- [ACTIVITY]:
Every record must be repeated exactly, with no omission.

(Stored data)
□ □ □ □ □

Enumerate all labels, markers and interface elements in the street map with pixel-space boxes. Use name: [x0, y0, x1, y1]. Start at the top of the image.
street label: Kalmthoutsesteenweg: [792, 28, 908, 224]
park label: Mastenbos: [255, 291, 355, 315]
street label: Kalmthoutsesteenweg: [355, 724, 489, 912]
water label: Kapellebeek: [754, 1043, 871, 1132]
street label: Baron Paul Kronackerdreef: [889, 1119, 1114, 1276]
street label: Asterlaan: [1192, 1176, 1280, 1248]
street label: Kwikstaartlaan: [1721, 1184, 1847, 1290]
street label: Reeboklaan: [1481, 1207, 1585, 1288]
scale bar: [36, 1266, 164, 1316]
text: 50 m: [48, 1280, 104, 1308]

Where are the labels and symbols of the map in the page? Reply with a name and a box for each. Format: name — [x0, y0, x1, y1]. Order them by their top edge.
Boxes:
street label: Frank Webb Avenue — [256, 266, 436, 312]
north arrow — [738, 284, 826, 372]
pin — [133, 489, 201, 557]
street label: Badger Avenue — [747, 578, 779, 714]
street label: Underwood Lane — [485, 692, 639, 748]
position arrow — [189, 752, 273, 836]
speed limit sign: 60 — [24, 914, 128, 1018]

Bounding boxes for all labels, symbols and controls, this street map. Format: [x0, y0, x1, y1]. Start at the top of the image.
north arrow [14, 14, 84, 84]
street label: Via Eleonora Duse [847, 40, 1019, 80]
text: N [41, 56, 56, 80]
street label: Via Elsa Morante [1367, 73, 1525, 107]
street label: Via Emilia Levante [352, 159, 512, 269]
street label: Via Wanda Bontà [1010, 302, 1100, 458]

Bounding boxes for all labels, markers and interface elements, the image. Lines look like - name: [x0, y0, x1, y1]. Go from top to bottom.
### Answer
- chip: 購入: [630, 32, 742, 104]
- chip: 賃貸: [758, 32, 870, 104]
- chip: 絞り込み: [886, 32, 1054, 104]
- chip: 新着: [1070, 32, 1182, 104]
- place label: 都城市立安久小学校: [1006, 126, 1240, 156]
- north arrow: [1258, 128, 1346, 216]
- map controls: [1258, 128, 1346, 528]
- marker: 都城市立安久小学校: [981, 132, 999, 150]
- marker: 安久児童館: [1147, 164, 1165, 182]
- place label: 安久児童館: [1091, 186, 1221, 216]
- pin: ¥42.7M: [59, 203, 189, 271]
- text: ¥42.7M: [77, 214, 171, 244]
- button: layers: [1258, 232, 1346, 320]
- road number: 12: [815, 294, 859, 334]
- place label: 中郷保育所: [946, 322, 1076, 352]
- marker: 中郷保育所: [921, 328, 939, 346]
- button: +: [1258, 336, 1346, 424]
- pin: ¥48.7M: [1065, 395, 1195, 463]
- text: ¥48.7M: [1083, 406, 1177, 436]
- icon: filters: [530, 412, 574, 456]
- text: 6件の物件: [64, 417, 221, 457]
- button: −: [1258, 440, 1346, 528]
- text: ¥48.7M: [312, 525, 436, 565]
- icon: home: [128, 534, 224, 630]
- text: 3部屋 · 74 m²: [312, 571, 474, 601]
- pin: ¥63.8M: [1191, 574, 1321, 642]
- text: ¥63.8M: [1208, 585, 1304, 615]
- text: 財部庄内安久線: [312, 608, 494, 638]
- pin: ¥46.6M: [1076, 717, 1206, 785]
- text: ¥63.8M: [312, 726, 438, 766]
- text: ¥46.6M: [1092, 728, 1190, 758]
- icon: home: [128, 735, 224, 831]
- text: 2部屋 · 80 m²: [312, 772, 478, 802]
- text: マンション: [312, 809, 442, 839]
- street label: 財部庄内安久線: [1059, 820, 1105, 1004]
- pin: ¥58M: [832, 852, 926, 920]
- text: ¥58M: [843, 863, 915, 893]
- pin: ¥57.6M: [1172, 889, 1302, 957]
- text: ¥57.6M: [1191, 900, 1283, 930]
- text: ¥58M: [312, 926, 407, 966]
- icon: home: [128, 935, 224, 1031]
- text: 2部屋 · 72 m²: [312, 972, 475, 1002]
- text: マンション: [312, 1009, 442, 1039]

□ □ □ □ □

- [WRITTEN SOLUTION]:
Enumerate all labels, markers and interface elements in the street map with pixel-space boxes. Use name: [x0, y0, x1, y1]. Start at the top of the image.
street label: Kalmthoutsesteenweg: [792, 28, 908, 224]
park label: Mastenbos: [255, 291, 355, 315]
street label: Kalmthoutsesteenweg: [355, 724, 489, 912]
water label: Kapellebeek: [754, 1043, 871, 1132]
street label: Baron Paul Kronackerdreef: [889, 1119, 1114, 1276]
street label: Asterlaan: [1192, 1176, 1280, 1248]
street label: Kwikstaartlaan: [1721, 1184, 1847, 1290]
street label: Reeboklaan: [1481, 1207, 1585, 1288]
scale bar: [36, 1266, 164, 1316]
text: 50 m: [48, 1280, 104, 1308]

Where are the labels and symbols of the map in the page? Reply with a name and a box for each. Format: name — [x0, y0, x1, y1]. Order them by their top edge.
Boxes:
street label: Frank Webb Avenue — [256, 266, 436, 312]
north arrow — [738, 284, 826, 372]
pin — [133, 489, 201, 557]
street label: Badger Avenue — [747, 578, 779, 714]
street label: Underwood Lane — [485, 692, 639, 748]
position arrow — [189, 752, 273, 836]
speed limit sign: 60 — [24, 914, 128, 1018]

Bounding boxes for all labels, symbols and controls, this street map. Format: [x0, y0, x1, y1]. Start at the top of the image.
north arrow [14, 14, 84, 84]
street label: Via Eleonora Duse [847, 40, 1019, 80]
text: N [41, 56, 56, 80]
street label: Via Elsa Morante [1367, 73, 1525, 107]
street label: Via Emilia Levante [352, 159, 512, 269]
street label: Via Wanda Bontà [1010, 302, 1100, 458]

Bounding boxes for all labels, markers and interface elements, the image. Lines look like - name: [x0, y0, x1, y1]. Go from top to bottom.
### Answer
- chip: 購入: [630, 32, 742, 104]
- chip: 賃貸: [758, 32, 870, 104]
- chip: 絞り込み: [886, 32, 1054, 104]
- chip: 新着: [1070, 32, 1182, 104]
- place label: 都城市立安久小学校: [1006, 126, 1240, 156]
- north arrow: [1258, 128, 1346, 216]
- map controls: [1258, 128, 1346, 528]
- marker: 都城市立安久小学校: [981, 132, 999, 150]
- marker: 安久児童館: [1147, 164, 1165, 182]
- place label: 安久児童館: [1091, 186, 1221, 216]
- pin: ¥42.7M: [59, 203, 189, 271]
- text: ¥42.7M: [77, 214, 171, 244]
- button: layers: [1258, 232, 1346, 320]
- road number: 12: [815, 294, 859, 334]
- place label: 中郷保育所: [946, 322, 1076, 352]
- marker: 中郷保育所: [921, 328, 939, 346]
- button: +: [1258, 336, 1346, 424]
- pin: ¥48.7M: [1065, 395, 1195, 463]
- text: ¥48.7M: [1083, 406, 1177, 436]
- icon: filters: [530, 412, 574, 456]
- text: 6件の物件: [64, 417, 221, 457]
- button: −: [1258, 440, 1346, 528]
- text: ¥48.7M: [312, 525, 436, 565]
- icon: home: [128, 534, 224, 630]
- text: 3部屋 · 74 m²: [312, 571, 474, 601]
- pin: ¥63.8M: [1191, 574, 1321, 642]
- text: ¥63.8M: [1208, 585, 1304, 615]
- text: 財部庄内安久線: [312, 608, 494, 638]
- pin: ¥46.6M: [1076, 717, 1206, 785]
- text: ¥63.8M: [312, 726, 438, 766]
- text: ¥46.6M: [1092, 728, 1190, 758]
- icon: home: [128, 735, 224, 831]
- text: 2部屋 · 80 m²: [312, 772, 478, 802]
- text: マンション: [312, 809, 442, 839]
- street label: 財部庄内安久線: [1059, 820, 1105, 1004]
- pin: ¥58M: [832, 852, 926, 920]
- text: ¥58M: [843, 863, 915, 893]
- pin: ¥57.6M: [1172, 889, 1302, 957]
- text: ¥57.6M: [1191, 900, 1283, 930]
- text: ¥58M: [312, 926, 407, 966]
- icon: home: [128, 935, 224, 1031]
- text: 2部屋 · 72 m²: [312, 972, 475, 1002]
- text: マンション: [312, 1009, 442, 1039]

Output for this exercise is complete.